Hence, both automakers were forced to reduce their fleet fuel economy level by an average of 3 percent. More to the point, from 27 mpg to 26 mpg. "I sincerely apologize to all affected Hyundai and Kia customers, and I regret these errors occurred,” said W. C. Yang, CTO of Hyundai's R&D department.
After the damage was done and the correction was made, the United States legal system then reaped the gains of this mess-up because no one and no company is above the law. And so, here we are today. The $41.2 million mentioned before were settled as a result of the relentless legal action taken by the Attorneys General of 33 States and the District of Columbia.
According to Hyundai, the agreement “contains no admission of any wrongdoing or violations of any law.” In other words, Hyundai got out of the mess scot-free, albeit $41.2 million shorter on cash.
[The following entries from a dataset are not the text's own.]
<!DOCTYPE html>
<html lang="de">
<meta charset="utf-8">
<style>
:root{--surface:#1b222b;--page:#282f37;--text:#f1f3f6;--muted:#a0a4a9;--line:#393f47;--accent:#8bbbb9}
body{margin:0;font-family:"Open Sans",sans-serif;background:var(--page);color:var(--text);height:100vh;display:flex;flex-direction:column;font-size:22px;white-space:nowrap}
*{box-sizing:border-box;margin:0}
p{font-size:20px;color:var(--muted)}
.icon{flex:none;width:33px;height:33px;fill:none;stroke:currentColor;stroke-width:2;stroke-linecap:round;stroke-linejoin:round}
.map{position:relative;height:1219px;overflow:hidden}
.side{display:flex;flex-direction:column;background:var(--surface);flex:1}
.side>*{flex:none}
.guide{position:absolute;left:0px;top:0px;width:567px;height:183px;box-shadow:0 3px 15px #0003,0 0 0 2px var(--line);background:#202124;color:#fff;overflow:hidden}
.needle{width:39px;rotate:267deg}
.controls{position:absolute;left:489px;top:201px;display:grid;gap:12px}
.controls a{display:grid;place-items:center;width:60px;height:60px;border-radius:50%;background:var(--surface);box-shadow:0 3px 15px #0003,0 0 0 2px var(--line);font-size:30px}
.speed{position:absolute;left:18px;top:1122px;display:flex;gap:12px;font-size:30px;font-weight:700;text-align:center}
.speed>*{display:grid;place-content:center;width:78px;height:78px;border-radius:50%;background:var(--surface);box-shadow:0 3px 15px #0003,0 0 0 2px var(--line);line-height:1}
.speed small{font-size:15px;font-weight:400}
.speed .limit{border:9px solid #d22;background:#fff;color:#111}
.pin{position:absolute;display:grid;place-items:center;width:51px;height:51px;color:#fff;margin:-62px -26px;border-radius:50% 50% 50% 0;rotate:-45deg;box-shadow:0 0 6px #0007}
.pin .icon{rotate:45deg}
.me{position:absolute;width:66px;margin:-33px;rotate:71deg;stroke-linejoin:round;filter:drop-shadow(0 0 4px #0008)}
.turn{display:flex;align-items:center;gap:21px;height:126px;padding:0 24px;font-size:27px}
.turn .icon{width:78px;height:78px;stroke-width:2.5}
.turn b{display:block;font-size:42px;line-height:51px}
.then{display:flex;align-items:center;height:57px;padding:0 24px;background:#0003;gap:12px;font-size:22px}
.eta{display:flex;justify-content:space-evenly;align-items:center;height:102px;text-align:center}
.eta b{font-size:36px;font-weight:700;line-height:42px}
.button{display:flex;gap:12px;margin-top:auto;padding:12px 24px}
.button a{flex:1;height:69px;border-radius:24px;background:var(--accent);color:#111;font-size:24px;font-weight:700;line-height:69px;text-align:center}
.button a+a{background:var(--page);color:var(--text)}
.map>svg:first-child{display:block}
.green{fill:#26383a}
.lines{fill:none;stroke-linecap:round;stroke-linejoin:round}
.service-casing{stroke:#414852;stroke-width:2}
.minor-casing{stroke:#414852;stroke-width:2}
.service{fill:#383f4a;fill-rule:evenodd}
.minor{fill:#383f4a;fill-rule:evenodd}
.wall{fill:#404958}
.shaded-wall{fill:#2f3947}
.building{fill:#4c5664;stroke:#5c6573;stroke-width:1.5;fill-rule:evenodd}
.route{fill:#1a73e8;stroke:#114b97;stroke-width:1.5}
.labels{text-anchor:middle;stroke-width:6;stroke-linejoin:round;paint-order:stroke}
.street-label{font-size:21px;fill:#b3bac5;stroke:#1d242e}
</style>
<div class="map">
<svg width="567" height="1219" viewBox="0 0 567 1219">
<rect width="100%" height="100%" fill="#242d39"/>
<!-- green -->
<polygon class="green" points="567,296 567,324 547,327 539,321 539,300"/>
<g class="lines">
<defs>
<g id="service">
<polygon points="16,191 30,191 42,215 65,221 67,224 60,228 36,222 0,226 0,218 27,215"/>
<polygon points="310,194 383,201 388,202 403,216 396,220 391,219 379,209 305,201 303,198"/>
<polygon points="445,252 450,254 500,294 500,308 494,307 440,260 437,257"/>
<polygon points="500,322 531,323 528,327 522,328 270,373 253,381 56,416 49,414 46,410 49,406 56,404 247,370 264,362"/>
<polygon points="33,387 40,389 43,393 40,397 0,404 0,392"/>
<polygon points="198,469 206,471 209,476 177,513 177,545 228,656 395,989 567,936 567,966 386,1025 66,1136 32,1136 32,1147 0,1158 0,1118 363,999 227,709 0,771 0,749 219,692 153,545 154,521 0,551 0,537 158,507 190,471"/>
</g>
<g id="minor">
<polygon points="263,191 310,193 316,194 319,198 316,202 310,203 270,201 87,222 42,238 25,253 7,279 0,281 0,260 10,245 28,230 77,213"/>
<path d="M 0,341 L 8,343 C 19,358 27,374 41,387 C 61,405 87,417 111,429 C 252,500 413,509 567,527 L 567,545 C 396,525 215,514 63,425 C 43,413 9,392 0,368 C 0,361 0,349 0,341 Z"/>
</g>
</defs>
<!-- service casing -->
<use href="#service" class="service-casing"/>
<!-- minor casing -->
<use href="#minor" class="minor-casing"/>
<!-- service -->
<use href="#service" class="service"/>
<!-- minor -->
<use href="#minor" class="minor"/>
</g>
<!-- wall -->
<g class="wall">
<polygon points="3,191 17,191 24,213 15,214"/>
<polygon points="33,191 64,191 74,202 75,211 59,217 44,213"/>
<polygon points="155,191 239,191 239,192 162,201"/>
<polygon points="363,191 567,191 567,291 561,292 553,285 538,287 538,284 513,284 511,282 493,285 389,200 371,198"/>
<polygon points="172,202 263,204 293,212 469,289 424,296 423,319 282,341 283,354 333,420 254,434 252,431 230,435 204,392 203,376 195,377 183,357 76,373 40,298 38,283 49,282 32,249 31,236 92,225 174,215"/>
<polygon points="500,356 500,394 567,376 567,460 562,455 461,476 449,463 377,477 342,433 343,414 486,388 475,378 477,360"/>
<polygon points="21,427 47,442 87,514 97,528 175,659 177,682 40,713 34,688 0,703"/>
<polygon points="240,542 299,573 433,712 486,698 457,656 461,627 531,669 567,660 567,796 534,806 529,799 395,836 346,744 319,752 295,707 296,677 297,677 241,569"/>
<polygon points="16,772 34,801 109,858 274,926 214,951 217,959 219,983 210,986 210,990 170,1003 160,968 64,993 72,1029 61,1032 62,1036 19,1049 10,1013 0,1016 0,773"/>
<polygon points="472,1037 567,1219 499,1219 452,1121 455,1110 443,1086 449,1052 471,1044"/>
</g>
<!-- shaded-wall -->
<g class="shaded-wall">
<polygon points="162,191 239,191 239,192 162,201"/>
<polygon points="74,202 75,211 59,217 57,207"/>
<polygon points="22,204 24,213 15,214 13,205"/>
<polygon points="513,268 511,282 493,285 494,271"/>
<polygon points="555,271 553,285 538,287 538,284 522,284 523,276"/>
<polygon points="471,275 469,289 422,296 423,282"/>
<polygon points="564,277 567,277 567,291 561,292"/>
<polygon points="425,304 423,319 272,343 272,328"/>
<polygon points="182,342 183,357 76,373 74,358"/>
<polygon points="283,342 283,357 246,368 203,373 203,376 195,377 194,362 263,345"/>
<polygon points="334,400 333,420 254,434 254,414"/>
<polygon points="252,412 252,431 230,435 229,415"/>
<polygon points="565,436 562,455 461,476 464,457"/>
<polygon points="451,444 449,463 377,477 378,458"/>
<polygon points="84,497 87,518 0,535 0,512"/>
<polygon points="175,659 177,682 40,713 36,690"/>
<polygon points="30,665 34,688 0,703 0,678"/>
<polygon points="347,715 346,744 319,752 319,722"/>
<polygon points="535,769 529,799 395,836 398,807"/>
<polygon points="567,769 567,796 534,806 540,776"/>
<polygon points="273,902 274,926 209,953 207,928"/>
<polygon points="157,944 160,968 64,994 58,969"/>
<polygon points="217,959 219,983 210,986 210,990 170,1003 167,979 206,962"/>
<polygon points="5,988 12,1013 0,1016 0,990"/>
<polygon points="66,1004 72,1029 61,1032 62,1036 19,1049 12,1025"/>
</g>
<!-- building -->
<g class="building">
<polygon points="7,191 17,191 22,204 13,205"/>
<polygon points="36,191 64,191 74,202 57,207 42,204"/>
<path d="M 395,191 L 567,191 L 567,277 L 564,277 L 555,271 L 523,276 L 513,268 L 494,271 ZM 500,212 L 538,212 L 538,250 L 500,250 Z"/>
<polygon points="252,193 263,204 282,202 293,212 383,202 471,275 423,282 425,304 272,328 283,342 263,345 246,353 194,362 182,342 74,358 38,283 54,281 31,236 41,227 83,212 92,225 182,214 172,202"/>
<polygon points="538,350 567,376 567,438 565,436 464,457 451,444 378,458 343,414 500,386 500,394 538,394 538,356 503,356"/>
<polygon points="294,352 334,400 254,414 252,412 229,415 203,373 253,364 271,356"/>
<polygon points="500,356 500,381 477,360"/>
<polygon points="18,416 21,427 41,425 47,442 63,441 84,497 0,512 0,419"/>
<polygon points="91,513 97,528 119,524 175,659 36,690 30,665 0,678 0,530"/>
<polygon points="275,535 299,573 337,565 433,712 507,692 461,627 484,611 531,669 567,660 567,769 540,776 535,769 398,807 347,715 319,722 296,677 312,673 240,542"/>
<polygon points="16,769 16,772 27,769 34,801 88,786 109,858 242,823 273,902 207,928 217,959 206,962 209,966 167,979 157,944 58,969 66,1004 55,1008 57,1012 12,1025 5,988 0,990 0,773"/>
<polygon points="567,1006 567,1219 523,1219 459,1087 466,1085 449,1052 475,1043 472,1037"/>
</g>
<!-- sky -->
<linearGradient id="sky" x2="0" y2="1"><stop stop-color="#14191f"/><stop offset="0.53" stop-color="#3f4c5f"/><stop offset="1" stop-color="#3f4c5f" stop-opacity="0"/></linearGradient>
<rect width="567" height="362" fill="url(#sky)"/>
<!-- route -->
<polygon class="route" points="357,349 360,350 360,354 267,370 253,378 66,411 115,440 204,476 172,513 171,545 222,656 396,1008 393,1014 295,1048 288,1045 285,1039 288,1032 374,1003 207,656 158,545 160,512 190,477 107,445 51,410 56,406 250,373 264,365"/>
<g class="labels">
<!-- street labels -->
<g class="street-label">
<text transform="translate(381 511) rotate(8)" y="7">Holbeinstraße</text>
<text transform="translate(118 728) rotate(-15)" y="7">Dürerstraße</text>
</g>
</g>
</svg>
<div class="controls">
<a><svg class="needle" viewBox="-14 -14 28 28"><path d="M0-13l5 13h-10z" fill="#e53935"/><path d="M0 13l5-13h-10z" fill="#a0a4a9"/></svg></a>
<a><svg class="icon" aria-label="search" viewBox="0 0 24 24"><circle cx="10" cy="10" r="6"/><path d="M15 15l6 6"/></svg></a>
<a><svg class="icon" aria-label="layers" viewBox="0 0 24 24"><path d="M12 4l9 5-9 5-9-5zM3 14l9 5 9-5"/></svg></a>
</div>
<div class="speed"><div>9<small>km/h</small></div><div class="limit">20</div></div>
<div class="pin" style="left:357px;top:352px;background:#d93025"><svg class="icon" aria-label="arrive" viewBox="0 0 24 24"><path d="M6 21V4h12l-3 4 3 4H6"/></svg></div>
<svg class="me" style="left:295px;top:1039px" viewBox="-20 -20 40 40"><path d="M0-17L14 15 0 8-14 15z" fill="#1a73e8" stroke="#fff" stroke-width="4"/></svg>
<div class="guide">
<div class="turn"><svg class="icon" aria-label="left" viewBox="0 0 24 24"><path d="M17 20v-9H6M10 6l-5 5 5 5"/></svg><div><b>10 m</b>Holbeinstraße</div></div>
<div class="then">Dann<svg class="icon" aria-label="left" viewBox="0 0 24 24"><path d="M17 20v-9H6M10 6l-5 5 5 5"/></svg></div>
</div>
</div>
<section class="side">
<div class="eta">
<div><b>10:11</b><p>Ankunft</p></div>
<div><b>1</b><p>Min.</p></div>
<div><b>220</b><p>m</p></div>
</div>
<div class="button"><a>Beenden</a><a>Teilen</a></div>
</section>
At the end of the day, though, it should be noted that this wrongdoing pales in comparison to the world-encompassing Dieselgate emissions scandal, which saw the Volkswagen Group pay up $14.7 billion to settle the 2.0 TDI issue in the United States.
“Even with our adjusted ratings, we are encouraged that Hyundai continues to lead the automotive industry in fuel efficiency and environmental performance,” said David Zuchowski, the CEO of Hyundai Motor America.